Avant de poursuivre, j’aimerais vous dire quelques mots, du fond du cœur, après l’événement tragique qui est survenu hier. Le ministre Flaherty [l’honorable Joe Flaherty, ancien ministre des Finances] était un ami et il était mon mentor en politique. Il a été selon moi le meilleur ministre des Finances du monde. Il a mis notre pays en tête de liste des pays qui ont tenu le cap pendant et après la récession. Il possédait ses dossiers – et il le fallait bien, puisqu’il était le ministre des Finances – mais personne ne savait y faire avec autant d’équité et de gentillesse que lui, et la seule chose dont on devait s’inquiéter avant de l’approcher pour une affaire quelconque c’était d’être bien préparé à en discuter. Voilà le souvenir que je garde du ministre Flaherty, et je vous remercie de m’avoir permis de vous livrer ces quelques mots, les premiers que j’ai l’occasion d’exprimer publiquement à ce sujet.
Mesdames et messieurs, comme député de Kenora, une grande circonscription dans le nord-ouest de l’Ontario, où l’on se dit Mantarien très souvent, les ressources naturelles sont abondantes, c’est pourquoi je connais très bien l’importance de ce secteur pour l’économie, en particulier celle des régions. J’envisage des échanges nombreux et fructueux au Québec où les ressources naturelles ont été tout au long de l’histoire un moteur de développement économique et social. Bien entendu, on pense ici non seulement à Montréal ou à Québec, mais aussi et en premier lieu à tout un réseau de collectivités sur le vaste territoire québécois. On pense à ces collectivités qui participent à la longue chaîne de production, de transformation, de transport et d’expédition de nos ressources naturelles pour notre enrichissement collectif.

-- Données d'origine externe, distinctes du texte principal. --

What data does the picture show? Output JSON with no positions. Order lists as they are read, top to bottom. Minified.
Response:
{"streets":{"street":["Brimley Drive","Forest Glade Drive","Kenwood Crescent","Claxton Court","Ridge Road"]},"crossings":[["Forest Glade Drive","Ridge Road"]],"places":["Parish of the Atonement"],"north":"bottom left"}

Les Québécois, plus tôt cette semaine, ont exercé leur choix démocratique. Je m’empresserai dès la formation du gouvernement et la nomination de mon homologue de lui tendre la main pour que nous travaillions ensemble au développement responsable des ressources naturelles. Je crois que nous avons ici une situation économique et politique ravivée qui nous permet d’aller de l’aller.

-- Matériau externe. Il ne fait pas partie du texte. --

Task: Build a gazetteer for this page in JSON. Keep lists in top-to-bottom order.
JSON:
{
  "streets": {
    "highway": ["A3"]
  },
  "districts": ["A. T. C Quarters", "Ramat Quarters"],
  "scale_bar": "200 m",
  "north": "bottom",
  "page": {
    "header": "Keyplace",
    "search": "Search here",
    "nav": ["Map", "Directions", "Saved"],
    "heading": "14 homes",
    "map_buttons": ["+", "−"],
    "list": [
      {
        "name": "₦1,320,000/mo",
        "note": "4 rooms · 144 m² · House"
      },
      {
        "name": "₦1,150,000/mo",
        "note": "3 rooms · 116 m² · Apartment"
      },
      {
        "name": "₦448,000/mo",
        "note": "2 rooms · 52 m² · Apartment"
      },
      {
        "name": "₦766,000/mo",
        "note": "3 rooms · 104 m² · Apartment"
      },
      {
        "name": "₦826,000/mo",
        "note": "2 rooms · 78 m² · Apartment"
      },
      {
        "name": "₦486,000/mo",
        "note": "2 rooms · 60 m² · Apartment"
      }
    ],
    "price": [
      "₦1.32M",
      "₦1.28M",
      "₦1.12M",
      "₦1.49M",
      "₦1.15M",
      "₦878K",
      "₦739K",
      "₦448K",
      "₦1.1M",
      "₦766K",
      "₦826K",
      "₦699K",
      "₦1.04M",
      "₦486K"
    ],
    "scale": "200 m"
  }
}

Je suis également très heureux de pouvoir m’adresser au CORIM à la veille de son 30e anniversaire. La mission que vous ont confiée les fondateurs du conseil, favoriser une plus grande connaissance des affaires internationales et susciter une collaboration plus étroite entre les divers milieux intéressés, est plus actuelle que jamais. Que ce soit dans la métropole de Montréal ou dans le nord du Québec, comme dans le reste du Canada, notre avenir économique doit se tracer et se réaliser dans un contexte mondial. Aujourd’hui, je propose que nous nous penchions sur les possibilités que les marchés mondiaux en évolution nous offrent, particulièrement les avantages que représentent l’élargissement et la diversification des marchés d’exportation des ressources naturelles pour le Canada.

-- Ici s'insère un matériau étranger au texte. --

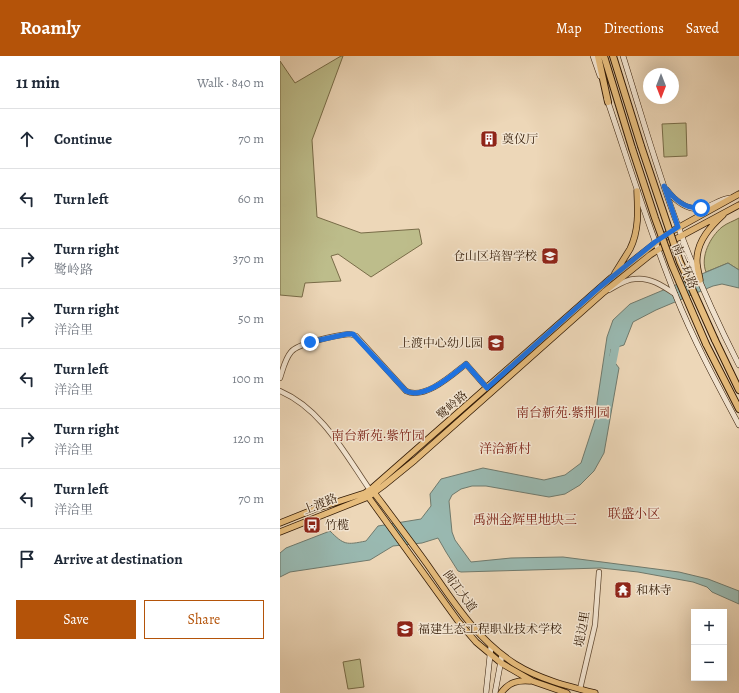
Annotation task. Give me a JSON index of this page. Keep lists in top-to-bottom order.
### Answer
{
  "streets": {
    "highway": ["南二环路"],
    "main road": ["鹭岭路", "上渡路", "闽江大道"],
    "street": ["堤边里"]
  },
  "crossings": [
    ["鹭岭路", "上渡路"],
    ["鹭岭路", "闽江大道"],
    ["上渡路", "闽江大道"],
    ["闽江大道", "堤边里"]
  ],
  "districts": [
    "南台新苑·紫荆园",
    "南台新苑·紫竹园",
    "洋洽新村",
    "联盛小区",
    "禹洲金辉里地块三"
  ],
  "places": {
    "building": ["奠仪厅"],
    "school or university": ["仓山区培智学校", "上渡中心幼儿园", "福建生态工程职业技术学校"],
    "bus stop": ["竹榄"],
    "temple": ["和林寺"]
  },
  "north": "bottom",
  "page": {
    "header": "Roamly",
    "nav": ["Map", "Directions", "Saved"],
    "heading": ["11 min", "Walk · 840 m"],
    "list": [
      ["Continue", "70 m"],
      ["Turn left", "60 m"],
      ["Turn right", "鹭岭路", "370 m"],
      ["Turn right", "洋洽里", "50 m"],
      ["Turn left", "洋洽里", "100 m"],
      ["Turn right", "洋洽里", "120 m"],
      ["Turn left", "洋洽里", "70 m"],
      "Arrive at destination"
    ],
    "buttons": ["Save", "Share"],
    "map_buttons": ["+", "−"]
  }
}
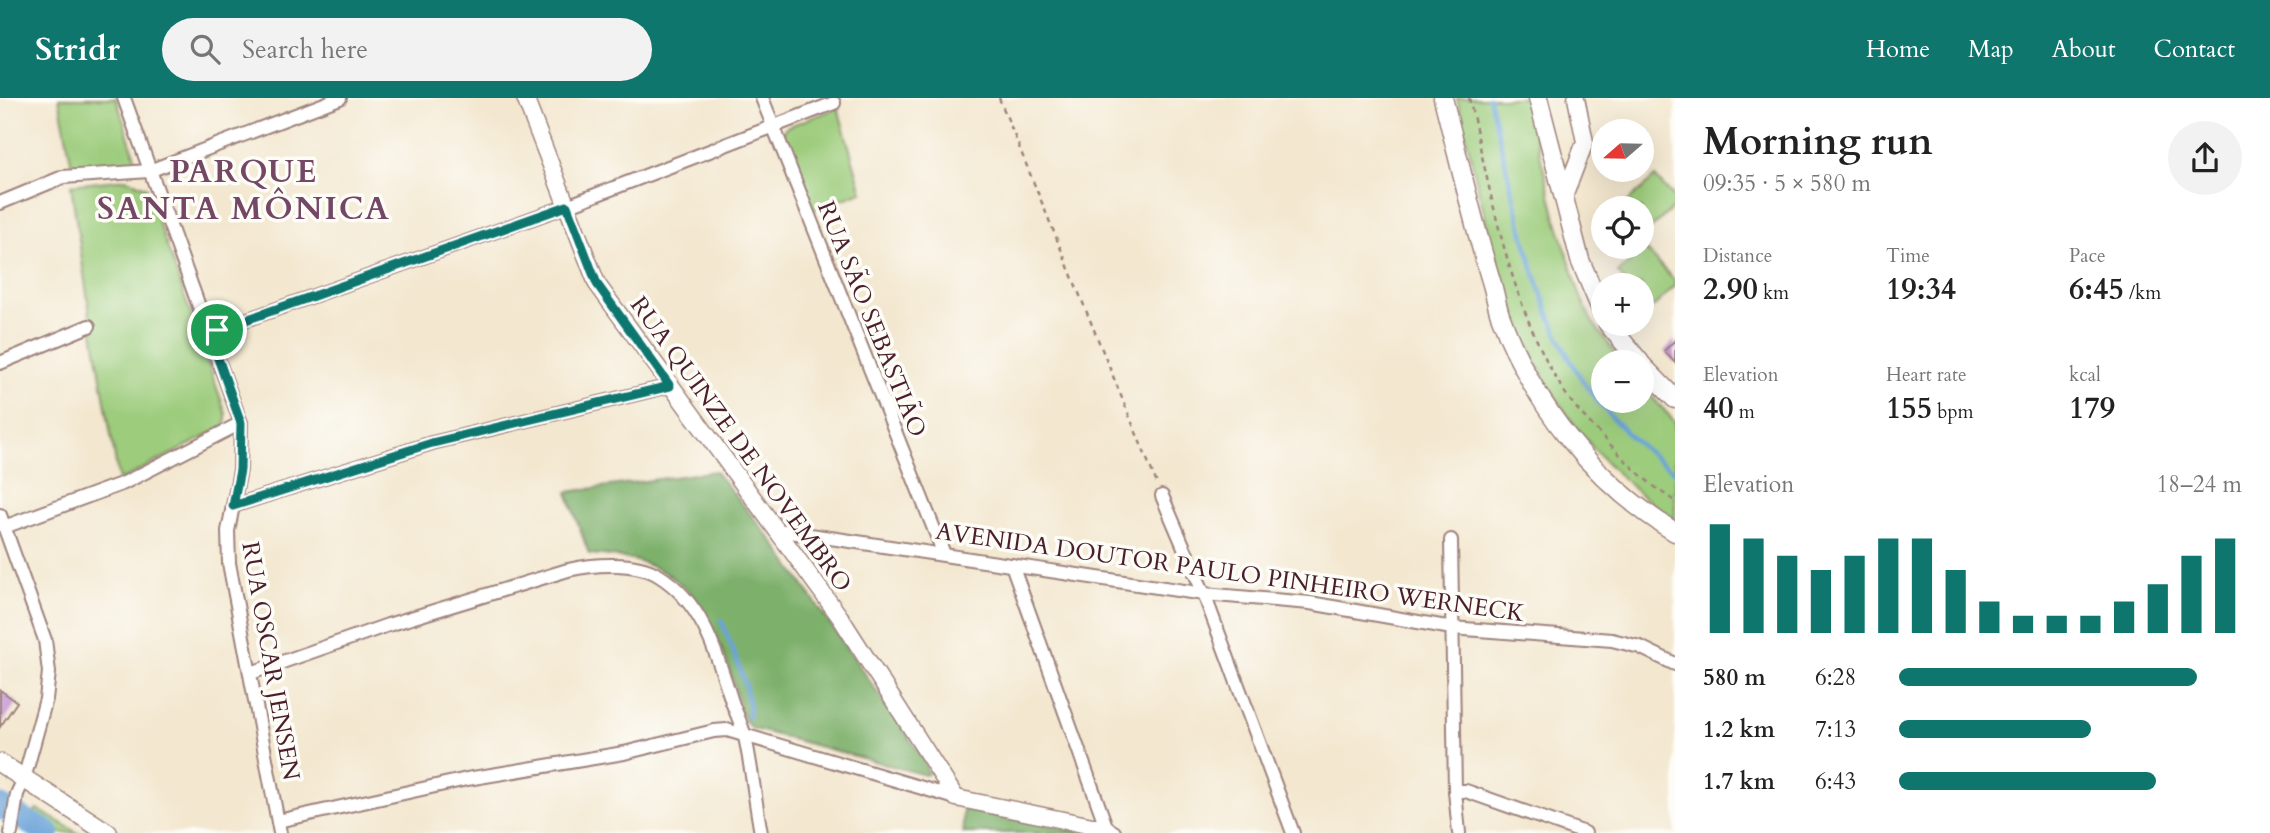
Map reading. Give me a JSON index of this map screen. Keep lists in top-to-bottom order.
{
  "streets": {
    "main road": ["RUA QUINZE DE NOVEMBRO"],
    "street": ["RUA SÃO SEBASTIÃO", "AVENIDA DOUTOR PAULO PINHEIRO WERNECK", "RUA OSCAR JENSEN"]
  },
  "crossings": [
    ["RUA SÃO SEBASTIÃO", "AVENIDA DOUTOR PAULO PINHEIRO WERNECK"],
    ["RUA QUINZE DE NOVEMBRO", "AVENIDA DOUTOR PAULO PINHEIRO WERNECK"]
  ],
  "districts": ["PARQUE SANTA MÔNICA"],
  "north": "left",
  "page": {
    "header": "Stridr",
    "search": "Search here",
    "nav": [
      "Home",
      "Map",
      "About",
      "Contact"
    ],
    "heading": ["Morning run", "09:35 · 5 × 580 m"],
    "map_buttons": ["+", "−"],
    "stats": [
      ["Distance", "2.90 km"],
      ["Time", "19:34"],
      ["Pace", "6:45 /km"],
      ["Elevation", "40 m"],
      ["Heart rate", "155 bpm"],
      ["kcal", "179"]
    ],
    "chart": ["Elevation", "18–24 m"],
    "list": [
      {
        "name": "580 m",
        "note": "6:28"
      },
      {
        "name": "1.2 km",
        "note": "7:13"
      },
      {
        "name": "1.7 km",
        "note": "6:43"
      }
    ]
  }
}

La forêt – commençons par le secteur de la forêt. Le Canada, comme vous le savez, est depuis longtemps un chef de file dans l’industrie mondiale de la forêt. Nous sommes en effet le deuxième exportateur de produits forestiers en importance dans le monde après les États-Unis. Le succès de notre secteur forestier comme celui de la plupart de nos industries se joue en grande partie sur les marchés étrangers. Si les États-Unis sont encore notre plus grand marché, c’est la Chine qui aujourd'hui constitue la principale source de croissance de la demande mondiale et de nos exportations, et d’ici 2025, l’Inde sera le cinquième marché mondial de consommation.
La prospérité des régions forestières du Québec, de même que celle de ma circonscription de Kenora, dépendra donc en partie de décisions prises à Beijing et à Mumbai. Le succès de notre secteur forestier à moyen et long terme exige une plus grande présence sur ces marchés. Pour y arriver, nous devons non seulement renforcer nos relations avec ces clients, mais aussi redoubler d’efforts en matière d’innovation, de productivité et de compétitivité. C’est pourquoi le plan économique de 2014 du gouvernement canadien propose un appui soutenu à la transformation de ce secteur névralgique. Le plan prévoit une somme de 90,4 millions de dollars sur quatre ans pour prolonger le programme Investissement dans la transformation de l’industrie forestière.
Le secteur minier – Le Canada est aussi une puissance mondiale dans le domaine de l’exploitation minière. Nous produisons plus de 60 minéraux et métaux. Le Québec contribue puissamment au dynamisme de ce secteur et ce, de façon très diversifiée avec une production de 30 minéraux et métaux. L’investissement dans le secteur minier peut transformer l’avenir de toute une région, c’est un fait. Il crée des emplois bien rémunérés pour ses travailleurs et pour les jeunes qui font leur entrée sur le marché du travail, particulièrement dans les petites villes et les collectivités éloignées partout au pays. Et je dois ajouter, en raison de mes propres origines, que le secteur crée également d’incroyables débouchés pour les Premières Nations. Face à l’intense concurrence mondiale, nous ne pouvons jamais prendre l’investissement pour acquis. Pour que les investissements se concrétisent, nous avons besoin d’un cadre d’investissement stable, de règlements prévisibles et transparents, et d’une collaboration efficace entre tous les intervenants.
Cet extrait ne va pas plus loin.